### What is needed
Start to finish, copy the data exactly.

### Materials provided
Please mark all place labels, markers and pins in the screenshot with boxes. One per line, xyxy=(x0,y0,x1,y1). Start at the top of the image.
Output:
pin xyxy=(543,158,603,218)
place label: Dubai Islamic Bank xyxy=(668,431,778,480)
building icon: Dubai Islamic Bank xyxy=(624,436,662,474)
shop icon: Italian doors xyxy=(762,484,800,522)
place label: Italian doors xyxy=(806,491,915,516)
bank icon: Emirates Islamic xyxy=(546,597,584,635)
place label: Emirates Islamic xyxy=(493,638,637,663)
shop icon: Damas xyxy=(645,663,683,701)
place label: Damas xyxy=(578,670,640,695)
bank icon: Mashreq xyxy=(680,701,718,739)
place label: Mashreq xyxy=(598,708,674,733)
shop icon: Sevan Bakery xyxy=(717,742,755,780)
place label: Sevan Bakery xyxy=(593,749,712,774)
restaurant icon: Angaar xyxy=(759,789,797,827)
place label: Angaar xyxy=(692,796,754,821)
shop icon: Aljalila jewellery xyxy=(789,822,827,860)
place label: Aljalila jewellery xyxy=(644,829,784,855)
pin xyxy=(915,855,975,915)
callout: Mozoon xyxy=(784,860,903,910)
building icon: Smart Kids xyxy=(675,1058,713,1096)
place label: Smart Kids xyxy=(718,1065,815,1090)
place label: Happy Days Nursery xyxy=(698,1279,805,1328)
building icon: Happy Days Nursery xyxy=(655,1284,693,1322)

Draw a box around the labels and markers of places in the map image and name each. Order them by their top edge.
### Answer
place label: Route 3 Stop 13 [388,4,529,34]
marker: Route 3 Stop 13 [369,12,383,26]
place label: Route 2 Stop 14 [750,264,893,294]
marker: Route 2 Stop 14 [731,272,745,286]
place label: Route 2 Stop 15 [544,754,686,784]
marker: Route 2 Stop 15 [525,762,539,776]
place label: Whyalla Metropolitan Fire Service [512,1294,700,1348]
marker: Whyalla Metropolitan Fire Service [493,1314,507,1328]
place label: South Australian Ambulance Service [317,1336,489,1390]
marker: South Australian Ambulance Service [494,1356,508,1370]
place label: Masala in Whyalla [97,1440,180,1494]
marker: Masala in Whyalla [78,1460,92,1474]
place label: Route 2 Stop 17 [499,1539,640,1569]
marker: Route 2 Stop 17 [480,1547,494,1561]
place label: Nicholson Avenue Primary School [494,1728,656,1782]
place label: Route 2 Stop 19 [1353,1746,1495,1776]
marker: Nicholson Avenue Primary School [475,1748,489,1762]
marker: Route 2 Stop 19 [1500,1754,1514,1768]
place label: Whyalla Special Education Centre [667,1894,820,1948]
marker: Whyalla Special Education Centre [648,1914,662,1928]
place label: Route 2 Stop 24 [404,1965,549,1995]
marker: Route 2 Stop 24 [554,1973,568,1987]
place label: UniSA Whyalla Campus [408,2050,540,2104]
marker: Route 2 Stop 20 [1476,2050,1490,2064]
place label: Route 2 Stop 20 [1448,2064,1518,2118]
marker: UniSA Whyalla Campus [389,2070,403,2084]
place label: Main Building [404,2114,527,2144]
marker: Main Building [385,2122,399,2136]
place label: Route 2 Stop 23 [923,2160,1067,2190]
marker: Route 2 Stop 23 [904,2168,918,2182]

### Exercise solution
Please mark all place labels, markers and pins in the screenshot with boxes. One per line, xyxy=(x0,y0,x1,y1). Start at the top of the image.
Output:
pin xyxy=(543,158,603,218)
place label: Dubai Islamic Bank xyxy=(668,431,778,480)
building icon: Dubai Islamic Bank xyxy=(624,436,662,474)
shop icon: Italian doors xyxy=(762,484,800,522)
place label: Italian doors xyxy=(806,491,915,516)
bank icon: Emirates Islamic xyxy=(546,597,584,635)
place label: Emirates Islamic xyxy=(493,638,637,663)
shop icon: Damas xyxy=(645,663,683,701)
place label: Damas xyxy=(578,670,640,695)
bank icon: Mashreq xyxy=(680,701,718,739)
place label: Mashreq xyxy=(598,708,674,733)
shop icon: Sevan Bakery xyxy=(717,742,755,780)
place label: Sevan Bakery xyxy=(593,749,712,774)
restaurant icon: Angaar xyxy=(759,789,797,827)
place label: Angaar xyxy=(692,796,754,821)
shop icon: Aljalila jewellery xyxy=(789,822,827,860)
place label: Aljalila jewellery xyxy=(644,829,784,855)
pin xyxy=(915,855,975,915)
callout: Mozoon xyxy=(784,860,903,910)
building icon: Smart Kids xyxy=(675,1058,713,1096)
place label: Smart Kids xyxy=(718,1065,815,1090)
place label: Happy Days Nursery xyxy=(698,1279,805,1328)
building icon: Happy Days Nursery xyxy=(655,1284,693,1322)

Draw a box around the labels and markers of places in the map image and name each. Order them by their top edge.
### Answer
place label: Route 3 Stop 13 [388,4,529,34]
marker: Route 3 Stop 13 [369,12,383,26]
place label: Route 2 Stop 14 [750,264,893,294]
marker: Route 2 Stop 14 [731,272,745,286]
place label: Route 2 Stop 15 [544,754,686,784]
marker: Route 2 Stop 15 [525,762,539,776]
place label: Whyalla Metropolitan Fire Service [512,1294,700,1348]
marker: Whyalla Metropolitan Fire Service [493,1314,507,1328]
place label: South Australian Ambulance Service [317,1336,489,1390]
marker: South Australian Ambulance Service [494,1356,508,1370]
place label: Masala in Whyalla [97,1440,180,1494]
marker: Masala in Whyalla [78,1460,92,1474]
place label: Route 2 Stop 17 [499,1539,640,1569]
marker: Route 2 Stop 17 [480,1547,494,1561]
place label: Nicholson Avenue Primary School [494,1728,656,1782]
place label: Route 2 Stop 19 [1353,1746,1495,1776]
marker: Nicholson Avenue Primary School [475,1748,489,1762]
marker: Route 2 Stop 19 [1500,1754,1514,1768]
place label: Whyalla Special Education Centre [667,1894,820,1948]
marker: Whyalla Special Education Centre [648,1914,662,1928]
place label: Route 2 Stop 24 [404,1965,549,1995]
marker: Route 2 Stop 24 [554,1973,568,1987]
place label: UniSA Whyalla Campus [408,2050,540,2104]
marker: Route 2 Stop 20 [1476,2050,1490,2064]
place label: Route 2 Stop 20 [1448,2064,1518,2118]
marker: UniSA Whyalla Campus [389,2070,403,2084]
place label: Main Building [404,2114,527,2144]
marker: Main Building [385,2122,399,2136]
place label: Route 2 Stop 23 [923,2160,1067,2190]
marker: Route 2 Stop 23 [904,2168,918,2182]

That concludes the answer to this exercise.